On September 21-23, 2001, Northern Illinois University (NIU), U.S.A. and the International Ramayana Institute of North America held the 2001 Ramayana Conference in DeKalb, Illinois. The objective of the conference was to enable interaction among students, faculty members and other conference attendees. The entire program also had strong support from Asian and other communities in DeKalb as well as from communities within a 75-mile-radius of DeKalb.
The Ramayana fair and conference are very unique events because they cut across the cultural, religious, language and regional barriers of India, Indonesia, Thailand and Myanmar (Burma). The entire program consisted of three parts. The first part on Friday and Saturday included scholarly papers from seven different countries of the world, that is, India, Indonesia, Thailand, Myanmar (Burma), the U.S., Belgium and France. The conference also included scholars from seven different U.S. states including Illinois, Wisconsin, Michigan, Iowa, California, New York and New Jersey.
The second part included a teachers' workshop, which was held on Saturday afternoon, and the presentations featured teaching Ramayana to students of different levels. The regions featured included India, Southeast Asia and Mindanao Island in the Philippines.
The third part was the Ramayana Fair, which was held on Sunday, September 23. It included food, exhibitions and six hours of nonstop performances from India, Indonesia, Thailand and other parts of Southeast Asia. The Indian part included Kuchipudi, Bharat Natyam and Katthak Style dances.

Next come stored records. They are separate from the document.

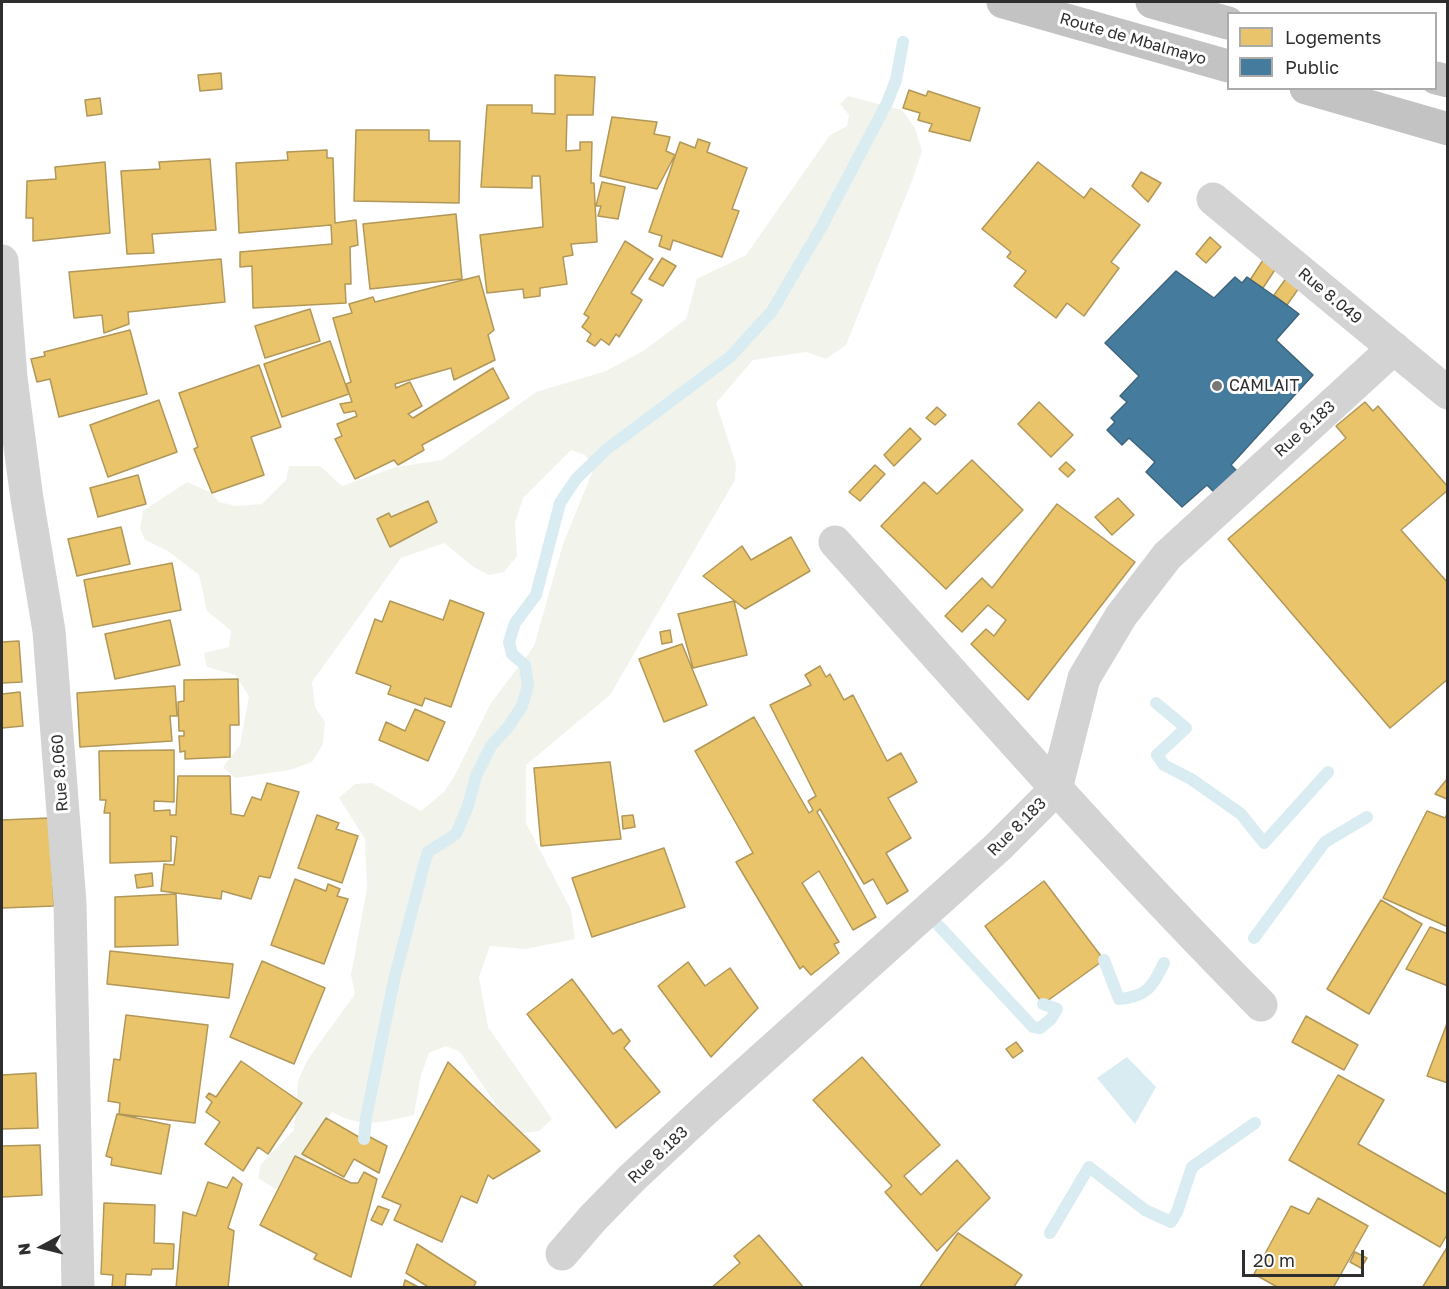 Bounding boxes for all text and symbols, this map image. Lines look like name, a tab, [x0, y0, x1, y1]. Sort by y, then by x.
street label: Route de Mbalmayo	[1057, 9, 1209, 69]
legend	[1227, 12, 1437, 90]
text: Logements	[1285, 26, 1381, 48]
text: Public	[1285, 56, 1339, 78]
street label: Rue 8.049	[1294, 264, 1366, 328]
place label: CAMLAIT	[1229, 376, 1299, 396]
marker: CAMLAIT	[1210, 379, 1224, 393]
street label: Rue 8.183	[1271, 397, 1339, 461]
street label: Rue 8.060	[48, 734, 72, 812]
street label: Rue 8.183	[984, 794, 1050, 860]
street label: Rue 8.183	[624, 1122, 692, 1188]
north arrow	[12, 1217, 72, 1277]
scale bar	[1245, 1238, 1366, 1276]
text: N	[13, 1242, 35, 1256]
text: 20 m	[1253, 1249, 1295, 1271]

The objectives of the conference, teachers' workshop and the Ramayana Fair was to enable the interaction among scholars,students, attendees and faculty members, which may eventually result in joint research and student and scholar exchange, and to foster closer ties among the countries and cultures participating in the conference.
The teachers' workshop had three sessions on Saturday afternoon. Mrs. Rashmi Gandhi, a teacher at Hoover Elementary School in Schaumburg, Illinois and Mrs. Poonam Singh, a teacher at Reskin Elementary School in Glendale Heights, Illinois gave a Microsoft PowerPoint presentation with Ramayana story visuals on how to teach students the Ramayana story.
Syracuse University had a representative, Mr. Jishnu Shankar, who indicated that the university has special programs like puppet making, in association with a local puppet museum in Syracuse, New York, that are used to teach students Ramayana.
Ms. Neha Trivedi, a graduate student from Northern Illinois University, presented the workshop with course material used by Syracuse University. Mr. Rey Ty, another NIU graduate student, presented coursework using Mindanao Island's (Philippines) local Ramayana.
Dr. Robert Goldman of the University of California, Berkeley was one of the keynote speakers of the conference, and he covered Valmiki's values in India and beyond. Dr. Goldman specifically covered the impact of the Ramayana in Southeast Asia. His keynote address included Sanskrit Sloka to back up his statements. Dr. Goldman has published two of the five volumes of Valmiki Ramayana in English. He is considered one of the top Ramayana scholars who leads research at the University of California, Berkeley. One of his students, who obtained his master's in sanskrit from the University of Chicago, is researching folklore related to Vishwamitra in Mahasrastra, India.
The second keynote speaker, Dr. Philip Lutgendorf from the Department of Asian Languages and Literature at the University of Iowa, had a very interesting presentation on Hanuman. His presentation included several dozen slides from India that depicted how Hanuman is one of the most worshipped gods in India. His visuals included different temples, sculptures, paintings and other forms of Indian artwork related to Hanuman.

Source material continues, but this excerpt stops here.